Ringfort (Rath), Rathurlisk, Co. Sligo
Co. Sligo |
Ringforts
Beneath the canopy of a coniferous forestry plantation in Rathurlisk, Co. Sligo, a substantial earthen ring rises from a low hill with a quiet insistence that the trees around it are, historically speaking, very recent arrivals.
The rath here is a ringfort, one of the thousands of roughly circular enclosures built across Ireland during the early medieval period, typically as farmsteads for a single family and their livestock. What sets this one apart, even on paper, is its sheer solidity. The enclosing bank measures six metres wide and stands over four metres high on its northern exterior, which puts it well above the modest proportions of many comparable sites.
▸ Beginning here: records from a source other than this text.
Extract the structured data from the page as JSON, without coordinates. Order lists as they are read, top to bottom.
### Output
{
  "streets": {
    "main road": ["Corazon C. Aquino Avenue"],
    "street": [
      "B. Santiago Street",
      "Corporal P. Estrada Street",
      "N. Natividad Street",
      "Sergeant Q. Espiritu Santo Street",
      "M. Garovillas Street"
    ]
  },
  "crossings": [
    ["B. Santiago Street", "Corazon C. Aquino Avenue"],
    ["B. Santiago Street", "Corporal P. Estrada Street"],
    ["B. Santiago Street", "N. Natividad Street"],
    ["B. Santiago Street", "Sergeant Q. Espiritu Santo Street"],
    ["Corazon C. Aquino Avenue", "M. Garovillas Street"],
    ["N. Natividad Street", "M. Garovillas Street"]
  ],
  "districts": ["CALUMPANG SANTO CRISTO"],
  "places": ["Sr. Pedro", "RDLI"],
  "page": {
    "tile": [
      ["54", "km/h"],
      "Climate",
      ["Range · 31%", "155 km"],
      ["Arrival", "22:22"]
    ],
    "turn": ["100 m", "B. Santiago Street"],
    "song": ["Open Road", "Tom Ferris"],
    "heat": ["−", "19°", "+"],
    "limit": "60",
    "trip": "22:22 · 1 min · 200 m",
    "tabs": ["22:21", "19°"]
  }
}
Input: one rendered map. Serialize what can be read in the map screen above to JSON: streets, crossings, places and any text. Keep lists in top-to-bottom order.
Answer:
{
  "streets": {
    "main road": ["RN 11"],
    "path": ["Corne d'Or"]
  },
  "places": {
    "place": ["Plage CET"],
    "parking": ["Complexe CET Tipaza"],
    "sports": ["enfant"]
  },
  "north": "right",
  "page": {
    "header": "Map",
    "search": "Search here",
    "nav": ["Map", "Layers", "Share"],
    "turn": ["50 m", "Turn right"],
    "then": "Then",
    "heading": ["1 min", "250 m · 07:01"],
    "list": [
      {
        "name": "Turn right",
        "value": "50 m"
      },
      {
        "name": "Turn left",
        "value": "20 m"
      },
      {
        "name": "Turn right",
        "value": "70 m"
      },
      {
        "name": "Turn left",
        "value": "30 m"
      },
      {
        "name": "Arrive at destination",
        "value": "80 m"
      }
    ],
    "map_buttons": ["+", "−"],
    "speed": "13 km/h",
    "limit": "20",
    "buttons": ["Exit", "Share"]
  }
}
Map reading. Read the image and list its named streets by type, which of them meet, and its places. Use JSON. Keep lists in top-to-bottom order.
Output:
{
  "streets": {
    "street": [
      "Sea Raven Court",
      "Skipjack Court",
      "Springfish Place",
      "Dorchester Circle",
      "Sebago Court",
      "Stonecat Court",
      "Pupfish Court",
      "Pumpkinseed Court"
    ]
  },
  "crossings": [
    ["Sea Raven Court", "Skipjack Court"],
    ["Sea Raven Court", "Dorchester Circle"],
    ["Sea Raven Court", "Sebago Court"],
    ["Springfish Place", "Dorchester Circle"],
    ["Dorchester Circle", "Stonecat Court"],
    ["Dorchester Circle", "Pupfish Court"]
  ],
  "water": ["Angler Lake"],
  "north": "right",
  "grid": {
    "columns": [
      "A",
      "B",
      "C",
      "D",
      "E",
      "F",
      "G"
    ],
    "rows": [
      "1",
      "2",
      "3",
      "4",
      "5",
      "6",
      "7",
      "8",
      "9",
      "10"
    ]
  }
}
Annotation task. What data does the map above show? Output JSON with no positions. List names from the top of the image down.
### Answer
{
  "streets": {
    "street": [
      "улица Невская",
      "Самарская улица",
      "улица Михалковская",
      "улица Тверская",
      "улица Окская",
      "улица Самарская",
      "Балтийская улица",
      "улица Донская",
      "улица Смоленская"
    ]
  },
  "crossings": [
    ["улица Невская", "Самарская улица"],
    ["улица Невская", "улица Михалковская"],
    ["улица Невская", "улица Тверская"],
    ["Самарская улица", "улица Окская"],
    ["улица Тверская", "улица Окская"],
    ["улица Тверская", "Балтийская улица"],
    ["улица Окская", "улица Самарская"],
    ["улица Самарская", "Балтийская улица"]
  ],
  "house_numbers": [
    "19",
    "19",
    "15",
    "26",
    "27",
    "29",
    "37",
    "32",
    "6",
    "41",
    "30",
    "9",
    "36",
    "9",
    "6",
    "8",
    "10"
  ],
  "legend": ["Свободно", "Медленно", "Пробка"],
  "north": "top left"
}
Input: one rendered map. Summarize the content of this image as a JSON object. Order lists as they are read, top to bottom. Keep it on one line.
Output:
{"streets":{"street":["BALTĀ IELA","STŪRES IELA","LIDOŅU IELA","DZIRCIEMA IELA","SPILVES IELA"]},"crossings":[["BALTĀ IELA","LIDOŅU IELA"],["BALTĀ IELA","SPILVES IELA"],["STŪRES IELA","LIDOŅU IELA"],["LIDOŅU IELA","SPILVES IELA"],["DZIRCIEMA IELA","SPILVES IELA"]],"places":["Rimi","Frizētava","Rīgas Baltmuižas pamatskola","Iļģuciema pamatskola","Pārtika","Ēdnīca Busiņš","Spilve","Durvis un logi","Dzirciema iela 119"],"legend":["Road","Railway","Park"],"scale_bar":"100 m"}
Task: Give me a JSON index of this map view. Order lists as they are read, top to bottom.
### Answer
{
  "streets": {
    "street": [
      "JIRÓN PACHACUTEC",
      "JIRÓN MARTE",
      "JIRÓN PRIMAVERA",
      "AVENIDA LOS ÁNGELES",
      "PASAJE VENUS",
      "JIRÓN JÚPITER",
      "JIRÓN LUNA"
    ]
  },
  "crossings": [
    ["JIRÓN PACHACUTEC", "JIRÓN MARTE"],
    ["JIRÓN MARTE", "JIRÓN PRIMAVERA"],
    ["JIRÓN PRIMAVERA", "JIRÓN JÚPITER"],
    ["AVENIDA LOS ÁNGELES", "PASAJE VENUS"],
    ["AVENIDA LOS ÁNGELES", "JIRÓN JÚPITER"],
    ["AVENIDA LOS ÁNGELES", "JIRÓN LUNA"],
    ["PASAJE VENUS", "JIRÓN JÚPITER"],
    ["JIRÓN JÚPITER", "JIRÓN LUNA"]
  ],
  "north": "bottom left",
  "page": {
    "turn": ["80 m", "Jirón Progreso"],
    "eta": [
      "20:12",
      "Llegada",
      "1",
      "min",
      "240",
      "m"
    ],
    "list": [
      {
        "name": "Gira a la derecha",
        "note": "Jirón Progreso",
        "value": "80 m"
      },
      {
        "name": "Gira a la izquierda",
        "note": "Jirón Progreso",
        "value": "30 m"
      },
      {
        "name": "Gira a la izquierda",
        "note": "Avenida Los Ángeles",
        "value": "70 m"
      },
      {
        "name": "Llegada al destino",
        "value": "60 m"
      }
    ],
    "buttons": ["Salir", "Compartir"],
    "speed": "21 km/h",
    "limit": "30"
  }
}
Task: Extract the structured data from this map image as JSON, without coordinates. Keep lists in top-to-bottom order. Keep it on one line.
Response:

The enclosure is nearly circular, running thirty-one metres north to south and twenty-eight and a half metres east to west, and it is girded by a fosse, the external ditch that was dug to create the upcast material for the bank itself, five metres wide and one and a half metres deep. On the eastern side, a gap of just over three metres in the bank, possibly accompanied by a causeway across the fosse, is thought to mark the original entrance. Inside, towards the south-west, there is a souterrain, an underground passage or chamber of the kind commonly built within ringforts, most likely for storage or as a place of refuge. The souterrain is catalogued separately, suggesting it retains enough structure to be considered a distinct feature in its own right. Together, the scale of the earthworks and the presence of the souterrain suggest a site of some local significance, perhaps a more prosperous or better-defended household than the average early medieval farmstead.